1

I'm trying to solve the edit distance problem. the code I've been using is below.

 public static int minDistance(String word1, String word2) {
    int len1 = word1.length();
    int len2 = word2.length();

    // len1+1, len2+1, because finally return dp[len1][len2]
    int[][] dp = new int[len1 + 1][len2 + 1];

    for (int i = 0; i <= len1; i++) {
        dp[i][0] = i;
    }

    for (int j = 0; j <= len2; j++) {
        dp[0][j] = j;
    }

    //iterate though, and check last char
    for (int i = 0; i < len1; i++) {
        char c1 = word1.charAt(i);
        for (int j = 0; j < len2; j++) {
            char c2 = word2.charAt(j);

            //if last two chars equal
            if (c1 == c2) {
                //update dp value for +1 length
                dp[i + 1][j + 1] = dp[i][j];
            } else {
                int replace = dp[i][j] + 1 ;
                int insert = dp[i][j + 1] + 1  ;
                int delete = dp[i + 1][j] + 1 ;


                int min = replace > insert ? insert : replace;
                min = delete > min ? min : delete;
                dp[i + 1][j + 1] = min;
            }
        }
    }

    return dp[len1][len2];
}

It's a DP approach. The problem it since it use a 2D array we cant solve this problem using above method for large strings. Ex: String length > 100000.

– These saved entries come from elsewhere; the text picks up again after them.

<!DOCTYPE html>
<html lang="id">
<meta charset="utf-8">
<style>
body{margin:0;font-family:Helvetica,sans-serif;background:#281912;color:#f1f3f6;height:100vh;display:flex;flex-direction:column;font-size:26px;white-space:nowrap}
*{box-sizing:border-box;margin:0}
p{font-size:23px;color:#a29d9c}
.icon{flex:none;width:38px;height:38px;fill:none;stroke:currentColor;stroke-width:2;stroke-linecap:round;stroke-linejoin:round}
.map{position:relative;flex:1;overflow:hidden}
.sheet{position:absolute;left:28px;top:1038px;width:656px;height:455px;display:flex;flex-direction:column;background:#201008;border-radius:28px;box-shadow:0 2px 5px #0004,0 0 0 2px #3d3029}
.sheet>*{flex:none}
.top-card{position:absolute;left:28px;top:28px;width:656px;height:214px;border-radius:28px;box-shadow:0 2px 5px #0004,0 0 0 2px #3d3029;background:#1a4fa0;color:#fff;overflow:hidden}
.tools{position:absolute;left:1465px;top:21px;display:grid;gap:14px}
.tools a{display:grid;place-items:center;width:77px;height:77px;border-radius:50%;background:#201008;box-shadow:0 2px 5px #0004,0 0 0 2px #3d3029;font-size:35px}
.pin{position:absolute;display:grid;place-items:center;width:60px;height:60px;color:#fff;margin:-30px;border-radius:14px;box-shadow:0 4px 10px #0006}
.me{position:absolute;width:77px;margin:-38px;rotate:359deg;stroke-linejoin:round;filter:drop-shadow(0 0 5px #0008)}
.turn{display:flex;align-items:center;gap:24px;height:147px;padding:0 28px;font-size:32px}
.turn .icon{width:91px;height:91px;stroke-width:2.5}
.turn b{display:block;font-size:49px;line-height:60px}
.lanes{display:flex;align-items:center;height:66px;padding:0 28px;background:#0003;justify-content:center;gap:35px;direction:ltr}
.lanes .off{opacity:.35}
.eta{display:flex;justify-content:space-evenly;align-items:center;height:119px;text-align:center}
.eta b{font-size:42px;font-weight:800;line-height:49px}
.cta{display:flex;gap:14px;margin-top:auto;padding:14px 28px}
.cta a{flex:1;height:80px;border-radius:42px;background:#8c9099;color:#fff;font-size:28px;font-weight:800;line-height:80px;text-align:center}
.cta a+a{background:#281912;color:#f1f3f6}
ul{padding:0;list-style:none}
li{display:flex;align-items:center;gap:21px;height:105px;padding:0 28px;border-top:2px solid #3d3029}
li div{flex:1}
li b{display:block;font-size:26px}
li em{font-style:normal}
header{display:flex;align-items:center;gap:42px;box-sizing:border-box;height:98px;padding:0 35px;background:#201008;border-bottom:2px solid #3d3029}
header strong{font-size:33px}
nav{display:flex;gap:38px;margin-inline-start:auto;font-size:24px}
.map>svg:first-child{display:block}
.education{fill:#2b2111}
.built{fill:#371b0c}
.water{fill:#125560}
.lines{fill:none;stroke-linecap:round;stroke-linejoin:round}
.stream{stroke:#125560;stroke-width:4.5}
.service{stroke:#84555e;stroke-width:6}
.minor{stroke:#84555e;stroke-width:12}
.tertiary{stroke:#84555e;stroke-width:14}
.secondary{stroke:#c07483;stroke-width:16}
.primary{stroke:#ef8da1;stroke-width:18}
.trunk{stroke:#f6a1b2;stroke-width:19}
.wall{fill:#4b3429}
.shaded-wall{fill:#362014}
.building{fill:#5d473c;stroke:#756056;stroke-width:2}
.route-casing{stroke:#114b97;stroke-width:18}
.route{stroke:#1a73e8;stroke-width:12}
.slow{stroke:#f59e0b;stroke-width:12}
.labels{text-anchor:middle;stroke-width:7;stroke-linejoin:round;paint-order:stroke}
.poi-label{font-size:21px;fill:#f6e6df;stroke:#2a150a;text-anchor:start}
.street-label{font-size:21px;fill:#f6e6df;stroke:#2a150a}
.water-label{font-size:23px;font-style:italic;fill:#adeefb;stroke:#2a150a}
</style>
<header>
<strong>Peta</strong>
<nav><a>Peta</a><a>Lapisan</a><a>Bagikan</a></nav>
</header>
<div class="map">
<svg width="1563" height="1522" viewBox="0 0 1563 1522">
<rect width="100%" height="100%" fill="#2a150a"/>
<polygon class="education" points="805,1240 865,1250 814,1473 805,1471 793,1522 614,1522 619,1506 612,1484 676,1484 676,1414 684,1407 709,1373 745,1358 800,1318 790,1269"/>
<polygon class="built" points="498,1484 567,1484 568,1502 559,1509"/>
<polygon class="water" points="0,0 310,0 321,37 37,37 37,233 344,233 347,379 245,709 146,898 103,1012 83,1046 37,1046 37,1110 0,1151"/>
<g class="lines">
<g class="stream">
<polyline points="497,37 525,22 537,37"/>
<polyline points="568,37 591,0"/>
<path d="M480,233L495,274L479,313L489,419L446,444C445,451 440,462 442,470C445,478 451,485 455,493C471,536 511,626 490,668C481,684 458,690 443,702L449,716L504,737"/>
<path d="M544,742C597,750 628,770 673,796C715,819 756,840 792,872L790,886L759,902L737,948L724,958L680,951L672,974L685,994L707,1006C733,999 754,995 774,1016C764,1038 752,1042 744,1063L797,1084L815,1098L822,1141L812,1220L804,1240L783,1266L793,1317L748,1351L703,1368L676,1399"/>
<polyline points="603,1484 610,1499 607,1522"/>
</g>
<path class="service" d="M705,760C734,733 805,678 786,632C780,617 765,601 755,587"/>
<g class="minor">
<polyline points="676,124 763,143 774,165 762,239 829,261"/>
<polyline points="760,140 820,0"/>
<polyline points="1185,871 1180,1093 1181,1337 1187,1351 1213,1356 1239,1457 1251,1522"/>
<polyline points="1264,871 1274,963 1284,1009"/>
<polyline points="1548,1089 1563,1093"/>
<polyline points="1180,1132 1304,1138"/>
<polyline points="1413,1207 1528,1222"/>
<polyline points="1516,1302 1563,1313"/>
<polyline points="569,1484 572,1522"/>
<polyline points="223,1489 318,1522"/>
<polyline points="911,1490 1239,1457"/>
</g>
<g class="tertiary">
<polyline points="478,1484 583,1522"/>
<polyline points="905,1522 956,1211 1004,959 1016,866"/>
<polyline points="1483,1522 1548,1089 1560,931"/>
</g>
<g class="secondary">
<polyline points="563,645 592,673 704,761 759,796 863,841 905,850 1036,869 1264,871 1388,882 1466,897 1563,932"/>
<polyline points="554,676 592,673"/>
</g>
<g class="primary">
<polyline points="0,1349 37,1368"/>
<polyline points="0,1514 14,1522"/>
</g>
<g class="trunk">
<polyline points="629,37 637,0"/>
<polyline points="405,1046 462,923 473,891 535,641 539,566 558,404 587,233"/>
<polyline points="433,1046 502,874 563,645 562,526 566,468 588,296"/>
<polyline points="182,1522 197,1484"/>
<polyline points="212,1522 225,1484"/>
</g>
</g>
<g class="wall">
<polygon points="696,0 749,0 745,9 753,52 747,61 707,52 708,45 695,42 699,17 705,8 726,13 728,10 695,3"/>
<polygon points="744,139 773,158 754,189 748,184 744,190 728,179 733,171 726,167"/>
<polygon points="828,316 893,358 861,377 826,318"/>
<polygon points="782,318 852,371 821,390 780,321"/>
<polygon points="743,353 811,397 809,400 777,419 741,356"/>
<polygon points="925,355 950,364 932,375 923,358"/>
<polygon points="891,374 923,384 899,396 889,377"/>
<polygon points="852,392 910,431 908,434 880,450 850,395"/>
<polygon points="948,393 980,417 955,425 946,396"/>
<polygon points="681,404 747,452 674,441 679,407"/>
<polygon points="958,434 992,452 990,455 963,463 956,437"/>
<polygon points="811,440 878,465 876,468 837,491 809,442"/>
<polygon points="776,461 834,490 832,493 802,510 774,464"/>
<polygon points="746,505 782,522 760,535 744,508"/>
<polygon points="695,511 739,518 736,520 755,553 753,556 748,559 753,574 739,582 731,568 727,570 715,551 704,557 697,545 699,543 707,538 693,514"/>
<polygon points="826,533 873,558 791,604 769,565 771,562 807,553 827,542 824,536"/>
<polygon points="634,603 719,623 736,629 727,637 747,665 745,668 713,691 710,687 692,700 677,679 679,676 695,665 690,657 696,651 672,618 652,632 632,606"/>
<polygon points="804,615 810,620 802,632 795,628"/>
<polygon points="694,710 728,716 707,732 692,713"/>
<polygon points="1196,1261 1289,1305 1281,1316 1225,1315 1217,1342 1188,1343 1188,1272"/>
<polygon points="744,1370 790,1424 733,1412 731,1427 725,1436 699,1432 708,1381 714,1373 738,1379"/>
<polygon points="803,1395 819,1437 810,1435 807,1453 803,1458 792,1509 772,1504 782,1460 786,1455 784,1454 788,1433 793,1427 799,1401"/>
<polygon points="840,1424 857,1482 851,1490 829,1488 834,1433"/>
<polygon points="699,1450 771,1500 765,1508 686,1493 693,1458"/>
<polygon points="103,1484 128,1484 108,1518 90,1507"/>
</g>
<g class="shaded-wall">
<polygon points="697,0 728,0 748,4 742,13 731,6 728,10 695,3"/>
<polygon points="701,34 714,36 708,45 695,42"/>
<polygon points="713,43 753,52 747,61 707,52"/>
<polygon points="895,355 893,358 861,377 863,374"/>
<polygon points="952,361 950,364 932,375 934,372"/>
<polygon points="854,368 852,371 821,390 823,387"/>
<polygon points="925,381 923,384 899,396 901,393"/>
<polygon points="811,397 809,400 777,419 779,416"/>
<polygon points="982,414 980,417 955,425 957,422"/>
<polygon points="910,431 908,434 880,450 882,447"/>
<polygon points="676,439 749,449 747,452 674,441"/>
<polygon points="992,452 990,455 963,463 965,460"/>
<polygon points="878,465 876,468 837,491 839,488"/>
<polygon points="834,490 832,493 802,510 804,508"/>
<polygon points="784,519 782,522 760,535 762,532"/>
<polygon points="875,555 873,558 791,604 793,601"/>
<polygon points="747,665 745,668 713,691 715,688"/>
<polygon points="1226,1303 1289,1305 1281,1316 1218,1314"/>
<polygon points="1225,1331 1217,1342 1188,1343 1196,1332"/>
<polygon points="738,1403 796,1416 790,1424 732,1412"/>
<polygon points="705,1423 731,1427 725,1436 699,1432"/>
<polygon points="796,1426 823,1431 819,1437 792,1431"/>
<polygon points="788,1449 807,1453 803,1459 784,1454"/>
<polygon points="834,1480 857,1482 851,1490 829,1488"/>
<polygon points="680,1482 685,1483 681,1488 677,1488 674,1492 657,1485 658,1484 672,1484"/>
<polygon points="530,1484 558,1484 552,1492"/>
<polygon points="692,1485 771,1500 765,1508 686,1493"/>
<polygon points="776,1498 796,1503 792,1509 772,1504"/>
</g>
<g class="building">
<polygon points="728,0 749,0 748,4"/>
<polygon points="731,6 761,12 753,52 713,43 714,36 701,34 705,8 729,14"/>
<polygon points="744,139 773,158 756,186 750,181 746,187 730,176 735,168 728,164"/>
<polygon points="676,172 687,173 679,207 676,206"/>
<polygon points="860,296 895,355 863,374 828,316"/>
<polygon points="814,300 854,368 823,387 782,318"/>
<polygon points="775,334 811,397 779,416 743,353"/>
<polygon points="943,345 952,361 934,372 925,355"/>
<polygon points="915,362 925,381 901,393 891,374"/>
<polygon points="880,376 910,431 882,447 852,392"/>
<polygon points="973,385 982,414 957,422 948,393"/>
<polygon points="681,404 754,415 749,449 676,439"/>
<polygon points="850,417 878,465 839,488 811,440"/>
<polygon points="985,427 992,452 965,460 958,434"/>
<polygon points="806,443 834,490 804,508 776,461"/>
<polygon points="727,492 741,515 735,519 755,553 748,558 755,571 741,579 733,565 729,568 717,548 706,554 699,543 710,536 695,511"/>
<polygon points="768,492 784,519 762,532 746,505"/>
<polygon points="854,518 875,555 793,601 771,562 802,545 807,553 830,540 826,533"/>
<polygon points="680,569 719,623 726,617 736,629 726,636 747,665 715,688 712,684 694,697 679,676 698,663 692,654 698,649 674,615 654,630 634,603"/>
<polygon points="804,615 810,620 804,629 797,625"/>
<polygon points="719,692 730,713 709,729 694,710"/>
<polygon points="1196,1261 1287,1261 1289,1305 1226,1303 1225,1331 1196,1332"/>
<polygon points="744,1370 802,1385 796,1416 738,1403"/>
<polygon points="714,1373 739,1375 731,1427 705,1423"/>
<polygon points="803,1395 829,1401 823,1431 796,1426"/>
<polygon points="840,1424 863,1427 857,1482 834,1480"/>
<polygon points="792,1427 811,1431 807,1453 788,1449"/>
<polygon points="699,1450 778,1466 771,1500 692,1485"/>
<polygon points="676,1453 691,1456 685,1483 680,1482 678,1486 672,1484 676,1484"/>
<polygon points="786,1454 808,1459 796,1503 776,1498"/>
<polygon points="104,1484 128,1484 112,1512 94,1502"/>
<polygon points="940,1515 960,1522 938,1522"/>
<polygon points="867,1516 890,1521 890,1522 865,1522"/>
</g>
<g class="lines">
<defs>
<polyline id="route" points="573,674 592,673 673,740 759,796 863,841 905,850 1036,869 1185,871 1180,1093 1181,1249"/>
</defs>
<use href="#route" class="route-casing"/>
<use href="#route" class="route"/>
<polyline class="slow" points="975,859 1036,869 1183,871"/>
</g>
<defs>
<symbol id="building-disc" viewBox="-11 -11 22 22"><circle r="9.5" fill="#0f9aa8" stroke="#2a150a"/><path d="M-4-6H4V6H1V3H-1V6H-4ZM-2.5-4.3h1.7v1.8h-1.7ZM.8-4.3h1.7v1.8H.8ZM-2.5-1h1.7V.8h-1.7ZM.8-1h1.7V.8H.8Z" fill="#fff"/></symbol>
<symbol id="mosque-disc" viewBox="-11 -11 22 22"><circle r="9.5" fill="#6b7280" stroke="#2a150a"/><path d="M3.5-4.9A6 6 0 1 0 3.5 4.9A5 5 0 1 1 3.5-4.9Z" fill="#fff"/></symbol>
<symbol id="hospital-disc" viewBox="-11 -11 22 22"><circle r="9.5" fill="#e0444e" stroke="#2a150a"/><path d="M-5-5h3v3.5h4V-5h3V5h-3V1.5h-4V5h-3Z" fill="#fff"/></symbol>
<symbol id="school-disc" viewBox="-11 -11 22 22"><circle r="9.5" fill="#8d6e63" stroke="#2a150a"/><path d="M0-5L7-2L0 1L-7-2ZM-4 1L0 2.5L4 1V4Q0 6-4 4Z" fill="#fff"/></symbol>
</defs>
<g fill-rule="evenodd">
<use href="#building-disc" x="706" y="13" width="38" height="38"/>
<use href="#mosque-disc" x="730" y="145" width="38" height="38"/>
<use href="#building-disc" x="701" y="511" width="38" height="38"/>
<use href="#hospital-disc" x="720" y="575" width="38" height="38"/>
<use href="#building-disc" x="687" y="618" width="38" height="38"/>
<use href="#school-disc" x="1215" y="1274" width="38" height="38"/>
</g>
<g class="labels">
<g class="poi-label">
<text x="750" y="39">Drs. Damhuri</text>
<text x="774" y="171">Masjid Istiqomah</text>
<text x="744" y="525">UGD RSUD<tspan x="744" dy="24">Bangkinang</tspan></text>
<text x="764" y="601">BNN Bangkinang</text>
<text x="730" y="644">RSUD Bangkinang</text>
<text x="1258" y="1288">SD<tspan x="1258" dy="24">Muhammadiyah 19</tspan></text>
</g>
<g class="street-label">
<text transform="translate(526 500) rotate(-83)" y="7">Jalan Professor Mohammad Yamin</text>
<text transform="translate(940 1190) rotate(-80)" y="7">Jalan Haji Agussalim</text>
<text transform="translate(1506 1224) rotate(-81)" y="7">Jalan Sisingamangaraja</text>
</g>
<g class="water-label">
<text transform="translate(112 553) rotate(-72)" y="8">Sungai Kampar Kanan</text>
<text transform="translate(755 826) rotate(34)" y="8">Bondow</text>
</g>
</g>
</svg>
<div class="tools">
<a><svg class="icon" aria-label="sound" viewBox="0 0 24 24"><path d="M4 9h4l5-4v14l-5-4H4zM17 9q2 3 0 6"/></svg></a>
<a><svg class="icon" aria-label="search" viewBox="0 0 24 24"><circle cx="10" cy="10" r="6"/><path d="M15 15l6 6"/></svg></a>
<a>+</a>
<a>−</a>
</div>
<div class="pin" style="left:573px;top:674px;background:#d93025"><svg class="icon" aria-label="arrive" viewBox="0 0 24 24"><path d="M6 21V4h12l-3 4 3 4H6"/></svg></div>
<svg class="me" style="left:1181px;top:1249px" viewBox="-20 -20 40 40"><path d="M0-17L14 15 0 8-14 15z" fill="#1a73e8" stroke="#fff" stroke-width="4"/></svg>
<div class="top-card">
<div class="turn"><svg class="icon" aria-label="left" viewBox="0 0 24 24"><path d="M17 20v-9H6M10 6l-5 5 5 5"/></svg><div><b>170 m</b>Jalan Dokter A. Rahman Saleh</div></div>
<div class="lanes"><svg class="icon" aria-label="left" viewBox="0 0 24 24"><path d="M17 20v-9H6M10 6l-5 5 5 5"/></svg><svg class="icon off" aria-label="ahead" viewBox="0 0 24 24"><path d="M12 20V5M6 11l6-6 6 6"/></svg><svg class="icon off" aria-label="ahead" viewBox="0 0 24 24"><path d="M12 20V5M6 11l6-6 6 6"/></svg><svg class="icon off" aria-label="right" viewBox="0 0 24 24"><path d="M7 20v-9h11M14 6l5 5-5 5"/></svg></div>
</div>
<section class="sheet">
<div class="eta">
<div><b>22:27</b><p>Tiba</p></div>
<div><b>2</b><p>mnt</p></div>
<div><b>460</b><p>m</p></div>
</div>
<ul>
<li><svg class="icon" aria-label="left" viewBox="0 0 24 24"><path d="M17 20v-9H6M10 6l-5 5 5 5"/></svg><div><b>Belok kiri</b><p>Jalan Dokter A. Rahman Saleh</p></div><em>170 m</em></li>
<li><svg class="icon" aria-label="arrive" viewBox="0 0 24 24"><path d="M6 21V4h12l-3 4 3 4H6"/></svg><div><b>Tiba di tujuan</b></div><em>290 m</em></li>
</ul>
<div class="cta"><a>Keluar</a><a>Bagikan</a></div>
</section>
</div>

So Is there anyway to modify this algorithm to overcome that difficulty ?

NOTE: The above code will accurately solve the Edit Distance problem for small strings. (which has length below 1000 or near)

As you can see in the code it uses a Java 2D Array "dp[][]" . So we can't initialize a 2D array for large rows and columns.

Ex : If i need to check 2 strings whose lengths are more than 100000

int[][] dp = new int[len1 + 1][len2 + 1];

the above will be

int[][] dp = new int[100000][100000];

So it will give a stackOverflow error.

So the above program only good for small length Strings. What I'm asking is , Is there any way to solve this problem for large strings(length > 100000) efficiently in java.

prime
  • 14,464
  • 14
  • 99
  • 131
  • Why is the input so long? Maybe knowing a bit more about the circumstances would allow us to suggest better options. – Aaron Digulla Oct 06 '14 at 10:22
  • It's when we want to compare 2 strings which has lengths more than 100000. In that situation we can't create java 2D arrays. – prime Oct 06 '14 at 10:23
  • @jurgemaister : I added some more details. And this is not a homework :) – prime Oct 06 '14 at 10:29
  • Wiki page you linked references Ukkonen's optimization which should be enough. And you can go to http://stackoverflow.com/questions/4057513/levenshtein-distance-algorithm-better-than-onm for more ideas. – Deltharis Oct 06 '14 at 10:42

1 Answers1

2

First of all, there's no problem in allocating a 100k x 100k int array in Java, you just have to do it in the Heap, not the Stack (and on a machine with around 80GB of memory :))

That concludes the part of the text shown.